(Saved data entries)
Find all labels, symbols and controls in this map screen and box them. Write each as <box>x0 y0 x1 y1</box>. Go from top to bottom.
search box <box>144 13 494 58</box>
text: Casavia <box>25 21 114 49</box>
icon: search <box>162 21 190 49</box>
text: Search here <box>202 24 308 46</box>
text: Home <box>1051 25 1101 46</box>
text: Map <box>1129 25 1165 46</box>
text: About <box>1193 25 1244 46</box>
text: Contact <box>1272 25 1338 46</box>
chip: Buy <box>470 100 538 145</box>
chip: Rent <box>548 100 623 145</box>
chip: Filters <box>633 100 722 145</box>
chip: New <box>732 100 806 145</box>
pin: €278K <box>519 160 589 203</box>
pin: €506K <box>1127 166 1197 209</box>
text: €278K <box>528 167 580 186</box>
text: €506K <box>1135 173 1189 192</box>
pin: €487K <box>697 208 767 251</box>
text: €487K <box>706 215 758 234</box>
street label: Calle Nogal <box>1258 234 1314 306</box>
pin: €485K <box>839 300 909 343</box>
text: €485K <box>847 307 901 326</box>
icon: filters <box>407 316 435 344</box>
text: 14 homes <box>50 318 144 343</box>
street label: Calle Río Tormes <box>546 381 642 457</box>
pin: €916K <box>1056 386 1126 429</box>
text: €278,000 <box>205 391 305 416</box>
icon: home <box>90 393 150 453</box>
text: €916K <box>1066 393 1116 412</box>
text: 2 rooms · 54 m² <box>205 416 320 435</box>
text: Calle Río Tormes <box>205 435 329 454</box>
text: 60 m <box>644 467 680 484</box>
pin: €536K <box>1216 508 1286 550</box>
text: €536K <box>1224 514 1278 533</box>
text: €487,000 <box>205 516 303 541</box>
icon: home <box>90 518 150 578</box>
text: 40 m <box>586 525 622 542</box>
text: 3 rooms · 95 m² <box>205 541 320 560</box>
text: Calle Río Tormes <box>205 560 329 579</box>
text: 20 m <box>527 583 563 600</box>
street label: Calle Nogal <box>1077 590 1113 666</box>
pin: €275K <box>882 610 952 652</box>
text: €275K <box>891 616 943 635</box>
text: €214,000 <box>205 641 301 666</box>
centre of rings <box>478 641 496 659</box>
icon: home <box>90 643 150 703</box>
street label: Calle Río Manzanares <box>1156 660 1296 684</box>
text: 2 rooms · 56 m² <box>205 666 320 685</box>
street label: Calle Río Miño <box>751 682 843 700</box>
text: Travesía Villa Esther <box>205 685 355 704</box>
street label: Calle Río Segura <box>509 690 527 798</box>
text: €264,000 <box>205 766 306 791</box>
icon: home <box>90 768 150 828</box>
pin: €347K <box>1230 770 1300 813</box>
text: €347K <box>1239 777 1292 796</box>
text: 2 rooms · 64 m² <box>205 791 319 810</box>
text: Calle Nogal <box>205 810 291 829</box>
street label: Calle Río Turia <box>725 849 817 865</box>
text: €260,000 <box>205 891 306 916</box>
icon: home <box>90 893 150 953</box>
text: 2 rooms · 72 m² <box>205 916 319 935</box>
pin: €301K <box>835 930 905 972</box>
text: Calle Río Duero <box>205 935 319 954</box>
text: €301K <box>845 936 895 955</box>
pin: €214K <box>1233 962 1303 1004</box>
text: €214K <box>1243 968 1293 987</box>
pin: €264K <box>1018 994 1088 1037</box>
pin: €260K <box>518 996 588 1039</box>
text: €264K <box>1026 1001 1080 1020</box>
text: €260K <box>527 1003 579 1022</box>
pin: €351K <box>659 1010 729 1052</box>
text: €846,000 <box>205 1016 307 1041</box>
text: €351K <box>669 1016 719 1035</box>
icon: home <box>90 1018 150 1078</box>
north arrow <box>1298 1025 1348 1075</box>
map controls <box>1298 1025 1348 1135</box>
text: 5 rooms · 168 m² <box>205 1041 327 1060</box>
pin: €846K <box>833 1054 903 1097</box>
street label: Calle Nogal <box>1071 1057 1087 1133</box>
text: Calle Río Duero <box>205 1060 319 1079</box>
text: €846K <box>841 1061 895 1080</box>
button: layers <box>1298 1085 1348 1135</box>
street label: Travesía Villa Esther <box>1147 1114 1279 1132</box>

**What you need to do:** Once you have read the records above, set each one down again exactly.

**Exercise result:**
Find all labels, symbols and controls in this map screen and box them. Write each as <box>x0 y0 x1 y1</box>. Go from top to bottom.
search box <box>144 13 494 58</box>
text: Casavia <box>25 21 114 49</box>
icon: search <box>162 21 190 49</box>
text: Search here <box>202 24 308 46</box>
text: Home <box>1051 25 1101 46</box>
text: Map <box>1129 25 1165 46</box>
text: About <box>1193 25 1244 46</box>
text: Contact <box>1272 25 1338 46</box>
chip: Buy <box>470 100 538 145</box>
chip: Rent <box>548 100 623 145</box>
chip: Filters <box>633 100 722 145</box>
chip: New <box>732 100 806 145</box>
pin: €278K <box>519 160 589 203</box>
pin: €506K <box>1127 166 1197 209</box>
text: €278K <box>528 167 580 186</box>
text: €506K <box>1135 173 1189 192</box>
pin: €487K <box>697 208 767 251</box>
text: €487K <box>706 215 758 234</box>
street label: Calle Nogal <box>1258 234 1314 306</box>
pin: €485K <box>839 300 909 343</box>
text: €485K <box>847 307 901 326</box>
icon: filters <box>407 316 435 344</box>
text: 14 homes <box>50 318 144 343</box>
street label: Calle Río Tormes <box>546 381 642 457</box>
pin: €916K <box>1056 386 1126 429</box>
text: €278,000 <box>205 391 305 416</box>
icon: home <box>90 393 150 453</box>
text: €916K <box>1066 393 1116 412</box>
text: 2 rooms · 54 m² <box>205 416 320 435</box>
text: Calle Río Tormes <box>205 435 329 454</box>
text: 60 m <box>644 467 680 484</box>
pin: €536K <box>1216 508 1286 550</box>
text: €536K <box>1224 514 1278 533</box>
text: €487,000 <box>205 516 303 541</box>
icon: home <box>90 518 150 578</box>
text: 40 m <box>586 525 622 542</box>
text: 3 rooms · 95 m² <box>205 541 320 560</box>
text: Calle Río Tormes <box>205 560 329 579</box>
text: 20 m <box>527 583 563 600</box>
street label: Calle Nogal <box>1077 590 1113 666</box>
pin: €275K <box>882 610 952 652</box>
text: €275K <box>891 616 943 635</box>
text: €214,000 <box>205 641 301 666</box>
centre of rings <box>478 641 496 659</box>
icon: home <box>90 643 150 703</box>
street label: Calle Río Manzanares <box>1156 660 1296 684</box>
text: 2 rooms · 56 m² <box>205 666 320 685</box>
street label: Calle Río Miño <box>751 682 843 700</box>
text: Travesía Villa Esther <box>205 685 355 704</box>
street label: Calle Río Segura <box>509 690 527 798</box>
text: €264,000 <box>205 766 306 791</box>
icon: home <box>90 768 150 828</box>
pin: €347K <box>1230 770 1300 813</box>
text: €347K <box>1239 777 1292 796</box>
text: 2 rooms · 64 m² <box>205 791 319 810</box>
text: Calle Nogal <box>205 810 291 829</box>
street label: Calle Río Turia <box>725 849 817 865</box>
text: €260,000 <box>205 891 306 916</box>
icon: home <box>90 893 150 953</box>
text: 2 rooms · 72 m² <box>205 916 319 935</box>
pin: €301K <box>835 930 905 972</box>
text: Calle Río Duero <box>205 935 319 954</box>
text: €301K <box>845 936 895 955</box>
pin: €214K <box>1233 962 1303 1004</box>
text: €214K <box>1243 968 1293 987</box>
pin: €264K <box>1018 994 1088 1037</box>
pin: €260K <box>518 996 588 1039</box>
text: €264K <box>1026 1001 1080 1020</box>
text: €260K <box>527 1003 579 1022</box>
pin: €351K <box>659 1010 729 1052</box>
text: €846,000 <box>205 1016 307 1041</box>
text: €351K <box>669 1016 719 1035</box>
icon: home <box>90 1018 150 1078</box>
north arrow <box>1298 1025 1348 1075</box>
map controls <box>1298 1025 1348 1135</box>
text: 5 rooms · 168 m² <box>205 1041 327 1060</box>
pin: €846K <box>833 1054 903 1097</box>
street label: Calle Nogal <box>1071 1057 1087 1133</box>
text: Calle Río Duero <box>205 1060 319 1079</box>
text: €846K <box>841 1061 895 1080</box>
button: layers <box>1298 1085 1348 1135</box>
street label: Travesía Villa Esther <box>1147 1114 1279 1132</box>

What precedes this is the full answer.